[Data records]
○ ○ ○

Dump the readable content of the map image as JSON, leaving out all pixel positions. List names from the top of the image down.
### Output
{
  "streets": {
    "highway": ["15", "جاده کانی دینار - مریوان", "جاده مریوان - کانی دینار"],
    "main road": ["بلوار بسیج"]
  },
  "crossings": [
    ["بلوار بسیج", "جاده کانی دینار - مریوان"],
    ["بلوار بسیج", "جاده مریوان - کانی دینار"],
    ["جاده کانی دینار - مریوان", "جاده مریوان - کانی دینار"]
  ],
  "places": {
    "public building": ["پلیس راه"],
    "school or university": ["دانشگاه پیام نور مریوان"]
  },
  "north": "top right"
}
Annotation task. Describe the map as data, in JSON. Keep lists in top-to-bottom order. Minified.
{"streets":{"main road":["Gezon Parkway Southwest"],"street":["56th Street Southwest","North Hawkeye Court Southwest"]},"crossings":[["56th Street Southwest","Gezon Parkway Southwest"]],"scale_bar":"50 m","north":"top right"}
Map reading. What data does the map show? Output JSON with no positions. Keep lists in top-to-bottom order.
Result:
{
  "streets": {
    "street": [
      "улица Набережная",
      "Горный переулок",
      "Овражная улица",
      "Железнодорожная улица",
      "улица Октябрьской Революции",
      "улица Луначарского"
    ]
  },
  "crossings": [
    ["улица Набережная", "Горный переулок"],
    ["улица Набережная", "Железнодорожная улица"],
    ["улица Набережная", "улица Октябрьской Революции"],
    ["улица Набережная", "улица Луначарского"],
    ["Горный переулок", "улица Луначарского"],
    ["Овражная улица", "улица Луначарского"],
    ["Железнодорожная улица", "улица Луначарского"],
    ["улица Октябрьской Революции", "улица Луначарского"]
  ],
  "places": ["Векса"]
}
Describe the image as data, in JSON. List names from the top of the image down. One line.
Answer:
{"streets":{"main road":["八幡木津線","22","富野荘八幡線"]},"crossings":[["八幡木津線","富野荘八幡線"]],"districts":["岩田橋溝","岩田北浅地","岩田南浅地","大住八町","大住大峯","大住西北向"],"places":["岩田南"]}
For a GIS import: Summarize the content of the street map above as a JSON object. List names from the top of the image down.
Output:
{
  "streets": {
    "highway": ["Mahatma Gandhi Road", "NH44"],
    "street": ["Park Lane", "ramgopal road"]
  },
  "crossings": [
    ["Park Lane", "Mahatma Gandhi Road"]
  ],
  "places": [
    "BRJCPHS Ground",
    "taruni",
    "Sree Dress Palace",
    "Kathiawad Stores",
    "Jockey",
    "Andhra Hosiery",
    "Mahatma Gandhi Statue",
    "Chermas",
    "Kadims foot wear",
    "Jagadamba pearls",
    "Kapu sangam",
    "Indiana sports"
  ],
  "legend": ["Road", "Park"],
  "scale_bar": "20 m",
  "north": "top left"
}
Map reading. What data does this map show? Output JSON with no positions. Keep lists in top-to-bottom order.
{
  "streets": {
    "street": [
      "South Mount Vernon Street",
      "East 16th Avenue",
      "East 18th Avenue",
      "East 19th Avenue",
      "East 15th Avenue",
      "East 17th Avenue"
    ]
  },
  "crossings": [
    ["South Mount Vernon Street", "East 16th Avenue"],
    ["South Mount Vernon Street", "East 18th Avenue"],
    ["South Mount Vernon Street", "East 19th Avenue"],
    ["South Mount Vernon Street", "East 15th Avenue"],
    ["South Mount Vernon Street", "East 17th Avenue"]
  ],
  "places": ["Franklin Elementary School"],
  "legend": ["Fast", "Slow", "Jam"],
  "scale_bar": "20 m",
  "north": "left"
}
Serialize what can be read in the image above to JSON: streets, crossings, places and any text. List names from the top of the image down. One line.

○ ○ ○

#### What the task requires:
Reproduce exactly, with nothing added, the lines from the one that contains "Describe the image" to the end of the data.

#### Your response:
Describe the image as data, in JSON. List names from the top of the image down. One line.
Answer:
{"streets":{"main road":["八幡木津線","22","富野荘八幡線"]},"crossings":[["八幡木津線","富野荘八幡線"]],"districts":["岩田橋溝","岩田北浅地","岩田南浅地","大住八町","大住大峯","大住西北向"],"places":["岩田南"]}
For a GIS import: Summarize the content of the street map above as a JSON object. List names from the top of the image down.
Output:
{
  "streets": {
    "highway": ["Mahatma Gandhi Road", "NH44"],
    "street": ["Park Lane", "ramgopal road"]
  },
  "crossings": [
    ["Park Lane", "Mahatma Gandhi Road"]
  ],
  "places": [
    "BRJCPHS Ground",
    "taruni",
    "Sree Dress Palace",
    "Kathiawad Stores",
    "Jockey",
    "Andhra Hosiery",
    "Mahatma Gandhi Statue",
    "Chermas",
    "Kadims foot wear",
    "Jagadamba pearls",
    "Kapu sangam",
    "Indiana sports"
  ],
  "legend": ["Road", "Park"],
  "scale_bar": "20 m",
  "north": "top left"
}
Map reading. What data does this map show? Output JSON with no positions. Keep lists in top-to-bottom order.
{
  "streets": {
    "street": [
      "South Mount Vernon Street",
      "East 16th Avenue",
      "East 18th Avenue",
      "East 19th Avenue",
      "East 15th Avenue",
      "East 17th Avenue"
    ]
  },
  "crossings": [
    ["South Mount Vernon Street", "East 16th Avenue"],
    ["South Mount Vernon Street", "East 18th Avenue"],
    ["South Mount Vernon Street", "East 19th Avenue"],
    ["South Mount Vernon Street", "East 15th Avenue"],
    ["South Mount Vernon Street", "East 17th Avenue"]
  ],
  "places": ["Franklin Elementary School"],
  "legend": ["Fast", "Slow", "Jam"],
  "scale_bar": "20 m",
  "north": "left"
}
Serialize what can be read in the image above to JSON: streets, crossings, places and any text. List names from the top of the image down. One line.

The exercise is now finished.